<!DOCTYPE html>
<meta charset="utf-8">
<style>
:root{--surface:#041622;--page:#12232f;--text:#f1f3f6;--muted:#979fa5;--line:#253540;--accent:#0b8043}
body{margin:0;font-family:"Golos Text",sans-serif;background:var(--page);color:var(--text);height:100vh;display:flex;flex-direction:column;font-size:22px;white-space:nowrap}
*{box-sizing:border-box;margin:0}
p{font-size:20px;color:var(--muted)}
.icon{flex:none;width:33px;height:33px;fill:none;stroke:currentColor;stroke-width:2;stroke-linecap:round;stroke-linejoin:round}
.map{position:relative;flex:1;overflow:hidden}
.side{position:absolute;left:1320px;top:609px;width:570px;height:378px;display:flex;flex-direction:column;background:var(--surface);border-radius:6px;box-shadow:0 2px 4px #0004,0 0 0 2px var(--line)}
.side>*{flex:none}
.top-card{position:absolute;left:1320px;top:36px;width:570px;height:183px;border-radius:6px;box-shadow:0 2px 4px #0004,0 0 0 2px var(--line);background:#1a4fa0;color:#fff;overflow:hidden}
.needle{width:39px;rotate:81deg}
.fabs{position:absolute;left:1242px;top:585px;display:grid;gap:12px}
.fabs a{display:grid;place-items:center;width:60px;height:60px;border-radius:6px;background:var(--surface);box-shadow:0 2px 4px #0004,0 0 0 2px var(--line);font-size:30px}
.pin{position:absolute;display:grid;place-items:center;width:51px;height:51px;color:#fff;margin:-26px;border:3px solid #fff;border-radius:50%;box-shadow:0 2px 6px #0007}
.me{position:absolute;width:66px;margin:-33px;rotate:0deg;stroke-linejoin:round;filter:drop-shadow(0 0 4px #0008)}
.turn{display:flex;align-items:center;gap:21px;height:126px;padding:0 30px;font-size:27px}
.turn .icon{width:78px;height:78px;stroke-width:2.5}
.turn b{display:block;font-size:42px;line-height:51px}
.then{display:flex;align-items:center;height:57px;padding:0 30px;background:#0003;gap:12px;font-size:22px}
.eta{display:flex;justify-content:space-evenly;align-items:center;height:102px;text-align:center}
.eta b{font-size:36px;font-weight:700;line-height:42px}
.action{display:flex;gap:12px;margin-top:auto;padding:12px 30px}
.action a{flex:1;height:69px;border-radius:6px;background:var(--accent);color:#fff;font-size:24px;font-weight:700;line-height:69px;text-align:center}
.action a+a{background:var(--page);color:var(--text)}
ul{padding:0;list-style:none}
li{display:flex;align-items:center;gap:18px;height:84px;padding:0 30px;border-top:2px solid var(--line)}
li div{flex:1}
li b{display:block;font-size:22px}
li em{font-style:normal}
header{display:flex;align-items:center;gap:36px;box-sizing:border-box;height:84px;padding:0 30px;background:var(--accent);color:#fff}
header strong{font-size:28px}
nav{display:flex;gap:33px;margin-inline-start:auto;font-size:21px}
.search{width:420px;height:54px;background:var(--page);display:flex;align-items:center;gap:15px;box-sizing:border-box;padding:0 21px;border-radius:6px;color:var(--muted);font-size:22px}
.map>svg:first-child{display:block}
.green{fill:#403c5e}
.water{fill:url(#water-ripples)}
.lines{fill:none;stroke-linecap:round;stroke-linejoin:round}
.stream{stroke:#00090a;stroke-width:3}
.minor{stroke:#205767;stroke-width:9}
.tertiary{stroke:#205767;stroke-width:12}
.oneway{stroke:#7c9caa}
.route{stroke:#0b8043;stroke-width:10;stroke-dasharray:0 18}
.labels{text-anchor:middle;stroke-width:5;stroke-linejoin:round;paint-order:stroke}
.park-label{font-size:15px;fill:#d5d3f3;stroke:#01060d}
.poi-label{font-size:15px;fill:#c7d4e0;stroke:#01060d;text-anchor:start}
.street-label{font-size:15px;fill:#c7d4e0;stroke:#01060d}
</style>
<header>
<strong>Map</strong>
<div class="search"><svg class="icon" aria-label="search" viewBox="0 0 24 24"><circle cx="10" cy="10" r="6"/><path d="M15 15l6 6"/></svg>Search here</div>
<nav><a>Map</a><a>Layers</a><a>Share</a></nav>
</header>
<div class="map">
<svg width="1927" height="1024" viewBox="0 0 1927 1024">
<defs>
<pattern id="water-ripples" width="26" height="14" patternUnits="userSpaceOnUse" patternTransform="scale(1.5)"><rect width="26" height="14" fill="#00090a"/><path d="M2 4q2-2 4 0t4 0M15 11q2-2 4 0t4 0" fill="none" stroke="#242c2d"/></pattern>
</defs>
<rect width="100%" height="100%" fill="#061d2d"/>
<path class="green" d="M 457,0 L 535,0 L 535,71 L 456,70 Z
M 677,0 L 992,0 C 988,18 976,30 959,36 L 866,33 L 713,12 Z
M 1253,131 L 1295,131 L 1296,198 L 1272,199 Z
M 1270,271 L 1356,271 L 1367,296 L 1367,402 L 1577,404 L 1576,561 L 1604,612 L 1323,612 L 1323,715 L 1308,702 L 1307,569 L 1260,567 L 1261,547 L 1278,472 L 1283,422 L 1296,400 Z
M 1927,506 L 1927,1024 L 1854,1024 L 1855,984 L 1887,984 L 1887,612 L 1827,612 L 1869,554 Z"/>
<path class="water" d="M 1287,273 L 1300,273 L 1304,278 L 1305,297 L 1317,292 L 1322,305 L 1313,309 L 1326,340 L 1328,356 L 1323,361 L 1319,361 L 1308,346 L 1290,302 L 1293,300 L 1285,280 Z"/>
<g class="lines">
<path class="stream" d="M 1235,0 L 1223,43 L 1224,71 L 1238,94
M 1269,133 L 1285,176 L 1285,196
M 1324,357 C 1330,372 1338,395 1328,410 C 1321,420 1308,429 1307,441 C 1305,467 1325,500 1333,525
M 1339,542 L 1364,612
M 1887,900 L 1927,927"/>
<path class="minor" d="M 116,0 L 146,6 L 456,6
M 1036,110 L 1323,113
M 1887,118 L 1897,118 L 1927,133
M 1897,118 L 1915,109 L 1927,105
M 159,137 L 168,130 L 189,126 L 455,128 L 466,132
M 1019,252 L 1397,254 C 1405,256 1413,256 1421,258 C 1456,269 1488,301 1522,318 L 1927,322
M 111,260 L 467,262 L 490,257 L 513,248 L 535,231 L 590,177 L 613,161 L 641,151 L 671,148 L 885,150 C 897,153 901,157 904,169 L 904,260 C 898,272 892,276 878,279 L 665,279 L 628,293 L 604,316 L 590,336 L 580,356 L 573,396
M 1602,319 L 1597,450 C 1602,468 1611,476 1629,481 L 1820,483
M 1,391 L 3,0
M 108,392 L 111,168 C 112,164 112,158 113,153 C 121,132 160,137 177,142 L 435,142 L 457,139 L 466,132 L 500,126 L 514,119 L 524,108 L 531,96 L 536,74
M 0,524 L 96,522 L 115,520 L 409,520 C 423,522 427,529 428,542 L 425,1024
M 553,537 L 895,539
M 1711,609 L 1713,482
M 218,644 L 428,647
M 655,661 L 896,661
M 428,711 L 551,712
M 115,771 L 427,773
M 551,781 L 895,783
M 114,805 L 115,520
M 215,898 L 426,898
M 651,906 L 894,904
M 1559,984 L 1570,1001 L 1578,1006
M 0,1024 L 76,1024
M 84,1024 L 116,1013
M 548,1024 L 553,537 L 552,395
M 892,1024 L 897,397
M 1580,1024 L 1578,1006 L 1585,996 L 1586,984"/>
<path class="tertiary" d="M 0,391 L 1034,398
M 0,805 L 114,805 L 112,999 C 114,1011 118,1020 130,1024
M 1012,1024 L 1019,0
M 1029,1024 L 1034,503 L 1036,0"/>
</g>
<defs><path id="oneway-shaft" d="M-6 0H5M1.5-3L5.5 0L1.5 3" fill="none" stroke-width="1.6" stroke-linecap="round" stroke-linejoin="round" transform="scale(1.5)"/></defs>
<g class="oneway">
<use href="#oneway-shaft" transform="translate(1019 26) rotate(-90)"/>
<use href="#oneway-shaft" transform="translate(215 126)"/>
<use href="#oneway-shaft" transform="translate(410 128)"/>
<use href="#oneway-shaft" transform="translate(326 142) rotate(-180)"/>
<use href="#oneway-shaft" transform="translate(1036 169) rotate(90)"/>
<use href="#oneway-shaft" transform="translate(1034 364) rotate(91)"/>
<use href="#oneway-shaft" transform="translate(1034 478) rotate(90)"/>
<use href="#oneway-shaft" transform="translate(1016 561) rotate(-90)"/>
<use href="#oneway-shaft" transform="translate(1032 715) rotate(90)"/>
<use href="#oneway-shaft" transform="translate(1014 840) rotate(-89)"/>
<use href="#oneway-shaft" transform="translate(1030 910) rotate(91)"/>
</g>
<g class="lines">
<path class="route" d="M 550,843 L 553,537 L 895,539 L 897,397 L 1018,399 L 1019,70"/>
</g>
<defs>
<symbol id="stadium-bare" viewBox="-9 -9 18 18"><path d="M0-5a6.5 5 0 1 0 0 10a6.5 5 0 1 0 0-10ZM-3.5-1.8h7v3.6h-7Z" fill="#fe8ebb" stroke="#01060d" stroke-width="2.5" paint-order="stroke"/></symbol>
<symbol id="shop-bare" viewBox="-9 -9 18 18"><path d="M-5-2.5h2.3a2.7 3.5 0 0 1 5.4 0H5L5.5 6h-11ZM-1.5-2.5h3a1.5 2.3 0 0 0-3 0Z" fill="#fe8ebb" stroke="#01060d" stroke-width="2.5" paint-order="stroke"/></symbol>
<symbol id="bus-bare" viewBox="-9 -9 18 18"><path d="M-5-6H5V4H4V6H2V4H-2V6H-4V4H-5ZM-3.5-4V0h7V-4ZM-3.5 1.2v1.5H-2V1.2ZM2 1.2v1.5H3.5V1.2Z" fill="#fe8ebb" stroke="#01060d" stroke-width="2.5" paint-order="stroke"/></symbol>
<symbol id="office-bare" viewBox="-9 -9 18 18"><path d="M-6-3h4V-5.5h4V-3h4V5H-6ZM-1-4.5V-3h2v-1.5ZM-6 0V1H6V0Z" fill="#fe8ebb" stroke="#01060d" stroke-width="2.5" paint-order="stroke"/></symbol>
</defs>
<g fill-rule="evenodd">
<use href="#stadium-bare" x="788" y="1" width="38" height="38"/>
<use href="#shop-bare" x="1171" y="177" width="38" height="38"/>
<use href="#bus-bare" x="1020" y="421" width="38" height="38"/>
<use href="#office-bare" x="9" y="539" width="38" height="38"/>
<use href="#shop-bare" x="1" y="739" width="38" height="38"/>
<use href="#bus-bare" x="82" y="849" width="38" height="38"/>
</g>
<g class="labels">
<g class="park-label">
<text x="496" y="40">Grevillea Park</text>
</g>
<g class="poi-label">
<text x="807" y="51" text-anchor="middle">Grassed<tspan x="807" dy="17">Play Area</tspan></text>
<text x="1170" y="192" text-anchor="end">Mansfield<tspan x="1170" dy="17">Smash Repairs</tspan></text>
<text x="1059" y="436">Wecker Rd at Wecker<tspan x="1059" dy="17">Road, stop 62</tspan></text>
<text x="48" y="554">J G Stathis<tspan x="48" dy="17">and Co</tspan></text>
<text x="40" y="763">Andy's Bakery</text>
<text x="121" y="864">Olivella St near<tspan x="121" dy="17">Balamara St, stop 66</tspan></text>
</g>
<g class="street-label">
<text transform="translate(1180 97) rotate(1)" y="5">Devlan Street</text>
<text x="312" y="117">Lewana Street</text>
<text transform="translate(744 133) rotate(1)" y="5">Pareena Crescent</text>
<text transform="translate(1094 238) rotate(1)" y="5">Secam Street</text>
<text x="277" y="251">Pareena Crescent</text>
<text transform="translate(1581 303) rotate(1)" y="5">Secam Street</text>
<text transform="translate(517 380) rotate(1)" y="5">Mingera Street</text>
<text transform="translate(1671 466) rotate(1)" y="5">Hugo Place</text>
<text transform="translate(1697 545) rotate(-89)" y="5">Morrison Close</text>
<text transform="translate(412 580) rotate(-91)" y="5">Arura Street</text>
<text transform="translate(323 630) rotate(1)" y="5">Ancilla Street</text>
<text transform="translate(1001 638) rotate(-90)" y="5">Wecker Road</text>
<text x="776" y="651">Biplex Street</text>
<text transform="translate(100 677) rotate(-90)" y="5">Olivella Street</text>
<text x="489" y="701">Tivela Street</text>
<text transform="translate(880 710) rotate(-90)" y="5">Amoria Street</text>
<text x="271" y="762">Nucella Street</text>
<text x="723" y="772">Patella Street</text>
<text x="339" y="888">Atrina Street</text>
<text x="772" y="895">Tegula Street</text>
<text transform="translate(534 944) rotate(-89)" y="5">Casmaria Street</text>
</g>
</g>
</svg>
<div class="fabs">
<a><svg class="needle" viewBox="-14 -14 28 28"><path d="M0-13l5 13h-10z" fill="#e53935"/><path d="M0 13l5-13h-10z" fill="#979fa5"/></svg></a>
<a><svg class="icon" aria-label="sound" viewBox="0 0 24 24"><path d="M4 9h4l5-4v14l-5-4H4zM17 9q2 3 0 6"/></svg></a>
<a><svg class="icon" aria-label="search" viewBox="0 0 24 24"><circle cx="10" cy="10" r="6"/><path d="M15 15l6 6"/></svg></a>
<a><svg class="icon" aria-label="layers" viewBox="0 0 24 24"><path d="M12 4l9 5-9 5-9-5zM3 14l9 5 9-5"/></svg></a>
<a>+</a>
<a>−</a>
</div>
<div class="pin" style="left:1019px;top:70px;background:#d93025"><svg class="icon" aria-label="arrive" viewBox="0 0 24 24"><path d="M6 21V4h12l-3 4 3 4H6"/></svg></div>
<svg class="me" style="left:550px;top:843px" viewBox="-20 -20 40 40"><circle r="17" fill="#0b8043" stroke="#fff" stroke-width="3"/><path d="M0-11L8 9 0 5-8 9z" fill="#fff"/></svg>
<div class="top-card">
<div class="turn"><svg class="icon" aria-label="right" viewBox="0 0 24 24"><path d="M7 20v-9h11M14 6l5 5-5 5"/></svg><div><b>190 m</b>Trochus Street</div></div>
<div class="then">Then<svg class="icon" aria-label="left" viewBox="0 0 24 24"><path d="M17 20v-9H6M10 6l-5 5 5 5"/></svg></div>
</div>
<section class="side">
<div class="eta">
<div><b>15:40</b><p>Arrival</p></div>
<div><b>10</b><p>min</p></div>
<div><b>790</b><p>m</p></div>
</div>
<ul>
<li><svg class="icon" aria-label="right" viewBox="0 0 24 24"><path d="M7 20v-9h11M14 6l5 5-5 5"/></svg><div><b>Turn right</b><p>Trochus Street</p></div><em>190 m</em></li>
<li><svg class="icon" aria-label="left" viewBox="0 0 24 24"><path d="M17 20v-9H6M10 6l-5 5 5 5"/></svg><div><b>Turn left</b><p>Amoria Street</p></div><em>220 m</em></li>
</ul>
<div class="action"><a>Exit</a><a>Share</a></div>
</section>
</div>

*WHAT YOU SHOULD DO*. Tally the lines of the material above that include the string "direction", then give the number with no other text.

*ANSWER AREA*. 2